Roma – 6 settembre 2011 – A dieci anni dall’attacco alle Torri Gemelle, resiste nell’opinione pubblica , anche se con meno vigore, l’equazione islam=terrorismo che si diffuse dopo l’11 settembre. Ne sono convinti alcuni esponenti dell’islam in Italia, intervistati oggi dall’Adnkronos.
“E’ passato un decennio dal quel tragico evento, la realta’ mondiale e’ cambiata profondamente, ma persistono gli effetti di quel terrorismo mediatico che colpi’ le comunita’ islamiche. Certamente non ha piu’ la forza di allora, ma ancora e’ percepibile” osserva l’ imam di Firenze Izzedin Elzir, palestinese, da circa un anno a capo dell’Unione delle comunita’ islamiche in Italia.
Elzir guarda con speranza alla “primavera araba”. “I sommovimenti in atto in vari Paesi del Nord Africa, – dice – potrebbero far capire come Islam e democrazia possano e anzi debbano convivere”.
Anche per il portavoce dell’Ucoii, Roberto Hamza Piccardo, ritiene che “il seme dell’islamofobia e’ stato piantato, innaffiato e concimato con tale cura che ha attecchito nella società e ora e’ difficile sradicarlo. Però, per restare nella metafora botanica, si può evitare di dare altra acqua alla pianta, in modo da farla seccare”.

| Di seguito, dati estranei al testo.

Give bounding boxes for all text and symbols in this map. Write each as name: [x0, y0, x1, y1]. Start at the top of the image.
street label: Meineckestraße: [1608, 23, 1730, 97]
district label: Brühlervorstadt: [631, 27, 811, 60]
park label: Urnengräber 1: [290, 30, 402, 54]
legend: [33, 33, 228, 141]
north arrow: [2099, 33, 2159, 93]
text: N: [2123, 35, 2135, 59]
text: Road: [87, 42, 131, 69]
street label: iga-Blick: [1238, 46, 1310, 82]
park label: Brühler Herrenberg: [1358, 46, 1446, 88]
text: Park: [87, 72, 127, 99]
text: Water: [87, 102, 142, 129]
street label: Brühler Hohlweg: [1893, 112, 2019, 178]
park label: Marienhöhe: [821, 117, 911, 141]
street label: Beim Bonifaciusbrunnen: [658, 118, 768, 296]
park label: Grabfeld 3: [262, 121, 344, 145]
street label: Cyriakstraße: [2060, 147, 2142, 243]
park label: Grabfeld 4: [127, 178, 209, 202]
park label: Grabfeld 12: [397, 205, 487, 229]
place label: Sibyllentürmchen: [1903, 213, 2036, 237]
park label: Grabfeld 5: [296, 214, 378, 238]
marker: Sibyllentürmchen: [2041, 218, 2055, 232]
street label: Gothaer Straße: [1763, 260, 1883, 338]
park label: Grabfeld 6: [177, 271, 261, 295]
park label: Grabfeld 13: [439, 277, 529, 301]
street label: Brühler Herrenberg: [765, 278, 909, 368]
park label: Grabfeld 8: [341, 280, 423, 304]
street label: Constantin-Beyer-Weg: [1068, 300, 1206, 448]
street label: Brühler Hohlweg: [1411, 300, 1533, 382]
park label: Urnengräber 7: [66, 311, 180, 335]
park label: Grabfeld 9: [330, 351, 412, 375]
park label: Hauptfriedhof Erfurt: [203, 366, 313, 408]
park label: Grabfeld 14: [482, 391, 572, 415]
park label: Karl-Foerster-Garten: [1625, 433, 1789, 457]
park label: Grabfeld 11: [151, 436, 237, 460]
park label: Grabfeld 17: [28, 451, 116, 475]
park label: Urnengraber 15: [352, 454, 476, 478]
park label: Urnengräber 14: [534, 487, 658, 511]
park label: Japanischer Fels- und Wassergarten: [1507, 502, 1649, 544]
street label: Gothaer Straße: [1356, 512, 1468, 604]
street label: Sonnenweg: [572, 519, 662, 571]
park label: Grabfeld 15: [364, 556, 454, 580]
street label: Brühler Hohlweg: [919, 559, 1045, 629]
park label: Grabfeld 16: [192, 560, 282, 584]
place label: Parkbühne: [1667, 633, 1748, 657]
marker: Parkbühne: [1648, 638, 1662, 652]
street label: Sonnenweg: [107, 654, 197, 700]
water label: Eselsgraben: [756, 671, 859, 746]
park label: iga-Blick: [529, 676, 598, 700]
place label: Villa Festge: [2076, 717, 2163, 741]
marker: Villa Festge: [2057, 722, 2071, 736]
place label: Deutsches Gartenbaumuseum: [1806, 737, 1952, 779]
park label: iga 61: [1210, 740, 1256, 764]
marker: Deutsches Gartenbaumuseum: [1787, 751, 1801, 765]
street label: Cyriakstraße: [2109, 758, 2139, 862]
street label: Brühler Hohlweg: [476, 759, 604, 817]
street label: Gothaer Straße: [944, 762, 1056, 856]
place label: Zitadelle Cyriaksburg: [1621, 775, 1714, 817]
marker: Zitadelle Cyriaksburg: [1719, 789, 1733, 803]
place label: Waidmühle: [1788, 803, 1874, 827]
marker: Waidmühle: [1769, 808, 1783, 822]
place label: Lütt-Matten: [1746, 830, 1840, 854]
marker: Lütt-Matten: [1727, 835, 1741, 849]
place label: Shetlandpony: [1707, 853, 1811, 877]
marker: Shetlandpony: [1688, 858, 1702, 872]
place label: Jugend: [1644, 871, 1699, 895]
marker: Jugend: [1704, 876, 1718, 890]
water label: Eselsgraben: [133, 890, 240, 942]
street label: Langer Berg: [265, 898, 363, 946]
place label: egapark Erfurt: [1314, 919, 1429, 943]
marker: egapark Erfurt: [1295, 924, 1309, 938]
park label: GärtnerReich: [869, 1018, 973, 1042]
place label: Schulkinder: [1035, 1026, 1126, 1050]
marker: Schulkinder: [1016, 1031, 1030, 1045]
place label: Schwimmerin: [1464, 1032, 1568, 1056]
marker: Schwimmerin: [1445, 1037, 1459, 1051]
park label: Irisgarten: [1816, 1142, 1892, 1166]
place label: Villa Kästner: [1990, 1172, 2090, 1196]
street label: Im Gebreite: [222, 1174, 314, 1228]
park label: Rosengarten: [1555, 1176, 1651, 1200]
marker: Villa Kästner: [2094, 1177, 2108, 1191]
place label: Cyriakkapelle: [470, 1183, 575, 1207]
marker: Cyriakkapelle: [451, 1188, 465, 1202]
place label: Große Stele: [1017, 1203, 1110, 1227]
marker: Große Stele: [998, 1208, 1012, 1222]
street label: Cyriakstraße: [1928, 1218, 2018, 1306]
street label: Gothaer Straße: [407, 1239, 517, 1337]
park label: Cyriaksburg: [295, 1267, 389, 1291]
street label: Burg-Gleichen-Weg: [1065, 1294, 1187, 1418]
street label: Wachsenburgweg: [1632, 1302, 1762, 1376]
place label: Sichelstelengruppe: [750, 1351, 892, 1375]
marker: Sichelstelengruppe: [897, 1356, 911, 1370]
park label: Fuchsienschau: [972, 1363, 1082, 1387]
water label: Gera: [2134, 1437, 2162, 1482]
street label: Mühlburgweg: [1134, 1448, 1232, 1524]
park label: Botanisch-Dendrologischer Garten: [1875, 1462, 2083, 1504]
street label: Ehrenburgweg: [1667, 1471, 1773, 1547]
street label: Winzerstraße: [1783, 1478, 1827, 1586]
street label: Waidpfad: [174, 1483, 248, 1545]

Oggi, spiega Piccardo, “ai massimi sistemi questo teorema dell’Islam terrorista non serve più, ma il danno oramai e’ stato fatto e noi continuiamo a pagarne le conseguenze, quanto meno come immagine, per tacere dell’ostracismo di qualche sindaco leghista di cui non merita neanche parlare”.
La stessa valutazione viene fatta dal vicepresidente della Comunità religiosa islamica in Italia (Coreis), Sergio Yahya Pallavicini, membro del Comitato per l’Islam italiano istituito presso il Viminale. L’equivalenza forzata fra islamismo, fondamentalismo e terrorismo resiste, in modi diversi e con minore intensità rispetto al passato, ma resiste: inutile negarlo”.
Per Pallavicini, “lo si può notare sia all’interno che all’esterno del mondo musulmano. Un po’ per colpa nostra, per scarsa capacità di comunicare i valori autentici, le caratteristiche identitarie e l’apporto culturale dati in tutte le epoche dall’Islam. Un po’ a causa di un uditorio non sempre predisposto all’ascolto, spesso pervaso da un sentimento di diffidenza quando non da un atteggiamento di arroganza”.